Due to price range cuts at the medical center in which she works as chaplain, the unnamed narrator of One Night Two Souls Went Walking has been relegated to the night shift. As the day-dreaming, frizzy-haired youngest of a large, sporty family, the chaplain is used to standing out and keeping oddball company. For a while, she was accompanied on her visits with sufferers and families by Bobo Boy, a rescue mutt turned remedy canine. But Bobo Boy has died, and now a new canine joins her on nocturnal visits both real and extraordinary.
One Night Two Souls Went Walking is a walk and a meander, following the errant path of the chaplain’s questions: What is a soul? What is holy? The chaplain’s conferences with folks that are injured or dying monitor a host of various answers, and the narrative slips among characters’ stories as easily as a shadow glides along a wall.
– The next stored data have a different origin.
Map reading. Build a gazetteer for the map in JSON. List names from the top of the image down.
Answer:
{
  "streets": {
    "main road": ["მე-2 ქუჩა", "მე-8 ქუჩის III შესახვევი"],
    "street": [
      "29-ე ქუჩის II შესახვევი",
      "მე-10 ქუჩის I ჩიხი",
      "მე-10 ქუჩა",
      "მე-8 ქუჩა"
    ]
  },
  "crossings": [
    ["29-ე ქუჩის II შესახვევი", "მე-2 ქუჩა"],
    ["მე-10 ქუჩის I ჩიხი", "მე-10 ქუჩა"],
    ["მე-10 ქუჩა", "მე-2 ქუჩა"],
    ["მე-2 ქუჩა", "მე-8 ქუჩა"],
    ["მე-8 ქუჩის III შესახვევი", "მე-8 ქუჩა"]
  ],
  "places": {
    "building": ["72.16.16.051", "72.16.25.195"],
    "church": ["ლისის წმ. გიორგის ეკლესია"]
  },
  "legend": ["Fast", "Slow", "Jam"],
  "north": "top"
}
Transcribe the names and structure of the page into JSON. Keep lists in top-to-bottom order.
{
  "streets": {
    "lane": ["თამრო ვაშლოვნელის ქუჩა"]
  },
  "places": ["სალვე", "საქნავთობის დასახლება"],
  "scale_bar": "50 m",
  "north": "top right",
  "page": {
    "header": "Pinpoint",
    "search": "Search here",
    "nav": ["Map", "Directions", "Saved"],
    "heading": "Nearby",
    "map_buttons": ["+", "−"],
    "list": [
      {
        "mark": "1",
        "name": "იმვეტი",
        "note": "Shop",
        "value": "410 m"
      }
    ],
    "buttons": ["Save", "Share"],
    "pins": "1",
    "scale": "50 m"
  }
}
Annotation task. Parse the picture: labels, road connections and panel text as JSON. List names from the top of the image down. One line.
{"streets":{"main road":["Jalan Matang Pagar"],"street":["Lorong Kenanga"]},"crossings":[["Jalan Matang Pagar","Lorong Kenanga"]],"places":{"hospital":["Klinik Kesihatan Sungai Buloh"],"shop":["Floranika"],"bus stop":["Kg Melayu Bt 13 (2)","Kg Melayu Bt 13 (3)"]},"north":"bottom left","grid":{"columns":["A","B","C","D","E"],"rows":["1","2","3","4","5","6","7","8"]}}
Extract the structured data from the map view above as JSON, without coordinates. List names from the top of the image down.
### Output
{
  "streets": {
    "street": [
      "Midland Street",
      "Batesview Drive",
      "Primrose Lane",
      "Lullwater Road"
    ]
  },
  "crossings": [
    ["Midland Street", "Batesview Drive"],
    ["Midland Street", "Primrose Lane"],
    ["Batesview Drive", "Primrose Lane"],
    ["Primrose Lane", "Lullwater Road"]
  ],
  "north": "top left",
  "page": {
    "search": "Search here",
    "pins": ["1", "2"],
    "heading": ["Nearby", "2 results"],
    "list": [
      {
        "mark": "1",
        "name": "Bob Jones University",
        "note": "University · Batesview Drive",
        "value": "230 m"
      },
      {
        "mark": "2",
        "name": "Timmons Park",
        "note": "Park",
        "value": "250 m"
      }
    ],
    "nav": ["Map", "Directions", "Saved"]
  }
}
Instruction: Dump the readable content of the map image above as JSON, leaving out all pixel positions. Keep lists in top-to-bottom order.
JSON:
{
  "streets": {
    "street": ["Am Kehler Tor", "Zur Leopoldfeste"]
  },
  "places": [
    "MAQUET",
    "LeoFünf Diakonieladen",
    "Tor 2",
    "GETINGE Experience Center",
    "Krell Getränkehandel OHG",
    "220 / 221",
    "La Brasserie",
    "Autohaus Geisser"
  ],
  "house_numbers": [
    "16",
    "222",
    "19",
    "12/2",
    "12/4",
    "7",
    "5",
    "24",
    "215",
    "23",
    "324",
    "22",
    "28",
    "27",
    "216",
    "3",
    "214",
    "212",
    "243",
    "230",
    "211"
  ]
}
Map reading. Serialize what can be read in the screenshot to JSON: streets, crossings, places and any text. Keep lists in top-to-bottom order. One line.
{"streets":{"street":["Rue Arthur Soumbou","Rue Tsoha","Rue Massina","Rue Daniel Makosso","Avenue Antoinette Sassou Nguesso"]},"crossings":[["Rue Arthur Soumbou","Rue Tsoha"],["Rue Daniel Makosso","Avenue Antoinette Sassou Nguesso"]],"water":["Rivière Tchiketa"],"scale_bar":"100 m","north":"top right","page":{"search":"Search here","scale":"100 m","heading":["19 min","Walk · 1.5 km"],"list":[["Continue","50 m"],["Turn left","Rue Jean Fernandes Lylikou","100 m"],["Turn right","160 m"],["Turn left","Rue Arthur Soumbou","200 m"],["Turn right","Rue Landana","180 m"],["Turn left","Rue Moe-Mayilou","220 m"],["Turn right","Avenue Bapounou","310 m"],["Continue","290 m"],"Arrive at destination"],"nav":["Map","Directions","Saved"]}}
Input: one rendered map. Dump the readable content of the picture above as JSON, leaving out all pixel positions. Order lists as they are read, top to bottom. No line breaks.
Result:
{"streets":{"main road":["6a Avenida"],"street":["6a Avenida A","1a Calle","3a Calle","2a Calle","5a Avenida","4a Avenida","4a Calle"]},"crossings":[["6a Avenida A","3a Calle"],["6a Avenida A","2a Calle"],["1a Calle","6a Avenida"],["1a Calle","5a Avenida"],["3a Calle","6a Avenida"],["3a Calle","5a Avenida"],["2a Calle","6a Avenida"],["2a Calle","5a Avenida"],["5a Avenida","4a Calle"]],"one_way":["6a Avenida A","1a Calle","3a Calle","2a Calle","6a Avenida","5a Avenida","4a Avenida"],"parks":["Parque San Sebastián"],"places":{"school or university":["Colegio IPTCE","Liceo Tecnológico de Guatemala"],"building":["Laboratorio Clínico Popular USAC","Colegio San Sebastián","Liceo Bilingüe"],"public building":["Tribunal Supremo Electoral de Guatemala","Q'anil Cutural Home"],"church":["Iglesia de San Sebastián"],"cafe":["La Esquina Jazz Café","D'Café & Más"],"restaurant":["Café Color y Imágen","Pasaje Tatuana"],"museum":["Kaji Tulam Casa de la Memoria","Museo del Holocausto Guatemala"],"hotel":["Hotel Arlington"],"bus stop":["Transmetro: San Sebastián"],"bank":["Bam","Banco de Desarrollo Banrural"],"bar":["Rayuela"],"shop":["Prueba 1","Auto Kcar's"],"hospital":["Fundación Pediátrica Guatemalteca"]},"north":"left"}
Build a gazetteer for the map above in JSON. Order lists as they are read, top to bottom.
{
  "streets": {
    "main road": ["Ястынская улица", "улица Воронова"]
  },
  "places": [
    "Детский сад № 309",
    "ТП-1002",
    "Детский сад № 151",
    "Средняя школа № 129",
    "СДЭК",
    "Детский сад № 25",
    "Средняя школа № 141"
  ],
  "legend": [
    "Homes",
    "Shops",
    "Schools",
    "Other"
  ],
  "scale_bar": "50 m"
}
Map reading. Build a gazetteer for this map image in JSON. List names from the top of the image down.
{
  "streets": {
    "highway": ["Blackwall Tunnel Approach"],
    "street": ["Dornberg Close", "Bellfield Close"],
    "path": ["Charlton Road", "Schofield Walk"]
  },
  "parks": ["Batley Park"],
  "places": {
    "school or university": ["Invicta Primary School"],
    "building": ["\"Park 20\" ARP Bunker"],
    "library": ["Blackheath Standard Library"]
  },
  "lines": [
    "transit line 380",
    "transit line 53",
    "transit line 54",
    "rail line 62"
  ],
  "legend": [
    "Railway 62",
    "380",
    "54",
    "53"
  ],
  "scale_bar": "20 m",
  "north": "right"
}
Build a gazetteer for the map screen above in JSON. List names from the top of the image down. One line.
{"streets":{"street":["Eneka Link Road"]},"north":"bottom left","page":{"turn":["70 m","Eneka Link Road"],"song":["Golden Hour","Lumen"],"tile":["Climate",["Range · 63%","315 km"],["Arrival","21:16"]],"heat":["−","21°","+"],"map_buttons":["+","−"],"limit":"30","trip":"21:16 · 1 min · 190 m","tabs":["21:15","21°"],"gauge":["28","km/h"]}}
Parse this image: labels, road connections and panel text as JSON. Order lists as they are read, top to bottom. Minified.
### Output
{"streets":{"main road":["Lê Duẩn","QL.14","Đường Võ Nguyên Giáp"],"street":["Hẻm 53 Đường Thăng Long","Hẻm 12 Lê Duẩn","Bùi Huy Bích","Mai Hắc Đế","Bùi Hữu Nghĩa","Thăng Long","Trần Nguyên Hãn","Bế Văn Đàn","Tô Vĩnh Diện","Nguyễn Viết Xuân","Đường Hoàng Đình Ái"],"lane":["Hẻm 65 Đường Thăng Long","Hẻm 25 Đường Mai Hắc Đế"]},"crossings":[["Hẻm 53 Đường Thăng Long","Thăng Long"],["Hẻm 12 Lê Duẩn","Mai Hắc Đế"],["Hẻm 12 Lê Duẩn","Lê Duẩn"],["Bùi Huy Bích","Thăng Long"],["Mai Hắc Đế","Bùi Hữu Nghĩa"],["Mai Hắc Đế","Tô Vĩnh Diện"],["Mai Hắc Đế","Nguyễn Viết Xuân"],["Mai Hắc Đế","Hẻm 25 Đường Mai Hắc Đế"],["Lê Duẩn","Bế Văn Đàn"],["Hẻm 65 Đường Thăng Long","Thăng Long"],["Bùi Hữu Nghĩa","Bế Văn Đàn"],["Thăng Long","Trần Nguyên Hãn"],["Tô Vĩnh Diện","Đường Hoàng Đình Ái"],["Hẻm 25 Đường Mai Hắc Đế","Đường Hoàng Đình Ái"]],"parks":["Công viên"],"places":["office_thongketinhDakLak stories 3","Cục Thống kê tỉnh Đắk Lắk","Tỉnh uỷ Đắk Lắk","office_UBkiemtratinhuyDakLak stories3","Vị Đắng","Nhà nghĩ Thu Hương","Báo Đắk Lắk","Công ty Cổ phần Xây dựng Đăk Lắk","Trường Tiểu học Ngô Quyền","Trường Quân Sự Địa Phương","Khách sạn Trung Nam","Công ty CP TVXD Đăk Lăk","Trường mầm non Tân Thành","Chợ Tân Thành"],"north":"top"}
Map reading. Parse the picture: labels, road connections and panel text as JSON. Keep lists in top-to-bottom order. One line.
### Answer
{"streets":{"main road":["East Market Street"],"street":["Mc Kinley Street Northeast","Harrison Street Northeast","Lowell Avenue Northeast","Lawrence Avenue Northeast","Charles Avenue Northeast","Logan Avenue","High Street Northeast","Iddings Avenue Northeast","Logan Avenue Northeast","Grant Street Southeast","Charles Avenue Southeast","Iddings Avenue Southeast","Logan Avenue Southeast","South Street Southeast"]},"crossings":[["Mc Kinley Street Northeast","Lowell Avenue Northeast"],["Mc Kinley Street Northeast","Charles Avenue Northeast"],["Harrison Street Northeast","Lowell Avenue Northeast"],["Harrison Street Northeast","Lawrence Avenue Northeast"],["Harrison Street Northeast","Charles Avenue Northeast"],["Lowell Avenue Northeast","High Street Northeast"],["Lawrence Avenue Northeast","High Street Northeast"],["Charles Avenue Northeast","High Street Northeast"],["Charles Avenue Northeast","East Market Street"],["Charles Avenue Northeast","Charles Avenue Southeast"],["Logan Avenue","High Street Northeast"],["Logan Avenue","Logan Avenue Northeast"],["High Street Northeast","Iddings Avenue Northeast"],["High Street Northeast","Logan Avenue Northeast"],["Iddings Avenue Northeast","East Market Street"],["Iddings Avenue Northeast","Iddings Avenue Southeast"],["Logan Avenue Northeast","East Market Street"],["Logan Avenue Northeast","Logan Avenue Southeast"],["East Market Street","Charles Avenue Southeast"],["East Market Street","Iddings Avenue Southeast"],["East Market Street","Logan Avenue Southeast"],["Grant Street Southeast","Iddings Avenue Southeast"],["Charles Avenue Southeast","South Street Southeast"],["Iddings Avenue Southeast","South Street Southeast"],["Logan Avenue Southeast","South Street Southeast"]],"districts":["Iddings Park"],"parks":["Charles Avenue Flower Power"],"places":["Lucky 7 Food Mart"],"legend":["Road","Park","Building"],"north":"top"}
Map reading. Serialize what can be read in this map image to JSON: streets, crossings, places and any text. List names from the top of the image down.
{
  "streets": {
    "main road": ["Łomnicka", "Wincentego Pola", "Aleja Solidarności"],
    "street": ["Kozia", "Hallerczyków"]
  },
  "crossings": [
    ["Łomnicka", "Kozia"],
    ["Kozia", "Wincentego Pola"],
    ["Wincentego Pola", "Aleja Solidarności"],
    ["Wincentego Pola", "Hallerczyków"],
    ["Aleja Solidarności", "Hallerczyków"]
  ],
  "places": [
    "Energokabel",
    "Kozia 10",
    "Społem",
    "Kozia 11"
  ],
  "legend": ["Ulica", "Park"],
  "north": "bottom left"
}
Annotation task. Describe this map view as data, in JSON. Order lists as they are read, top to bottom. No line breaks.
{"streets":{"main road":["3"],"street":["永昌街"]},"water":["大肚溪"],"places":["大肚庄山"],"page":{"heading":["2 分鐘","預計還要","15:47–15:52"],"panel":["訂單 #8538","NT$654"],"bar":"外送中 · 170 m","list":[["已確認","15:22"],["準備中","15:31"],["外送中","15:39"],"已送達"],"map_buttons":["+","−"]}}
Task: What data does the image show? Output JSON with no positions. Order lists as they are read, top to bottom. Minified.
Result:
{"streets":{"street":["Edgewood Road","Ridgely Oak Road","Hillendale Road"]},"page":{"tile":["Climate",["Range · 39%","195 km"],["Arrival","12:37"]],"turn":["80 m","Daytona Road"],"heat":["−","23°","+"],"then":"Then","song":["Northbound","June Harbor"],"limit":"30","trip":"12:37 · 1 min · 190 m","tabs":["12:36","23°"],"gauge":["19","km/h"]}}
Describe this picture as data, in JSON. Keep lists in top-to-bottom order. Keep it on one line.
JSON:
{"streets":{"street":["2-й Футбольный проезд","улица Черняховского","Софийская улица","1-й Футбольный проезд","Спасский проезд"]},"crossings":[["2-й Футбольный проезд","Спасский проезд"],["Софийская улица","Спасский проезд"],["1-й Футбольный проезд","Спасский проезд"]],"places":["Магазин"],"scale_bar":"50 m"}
The novel reads like a diary confession, its informal writing fashion studded with pop culture references and exclamatory asides. As sufferers confide in the chaplain, she in turn opens up about her family, love lifestyles and dreams, engendering in readers the identical open, gentle way with which she ministers.
If the e-book has a climax, it's far a mysterious trip taken by the chaplain and the dog in the course of an influx within the emergency room. Cooney’s novel expands the concept of what’s possible, imagining hope in which there's none and pointing always in the direction of the light.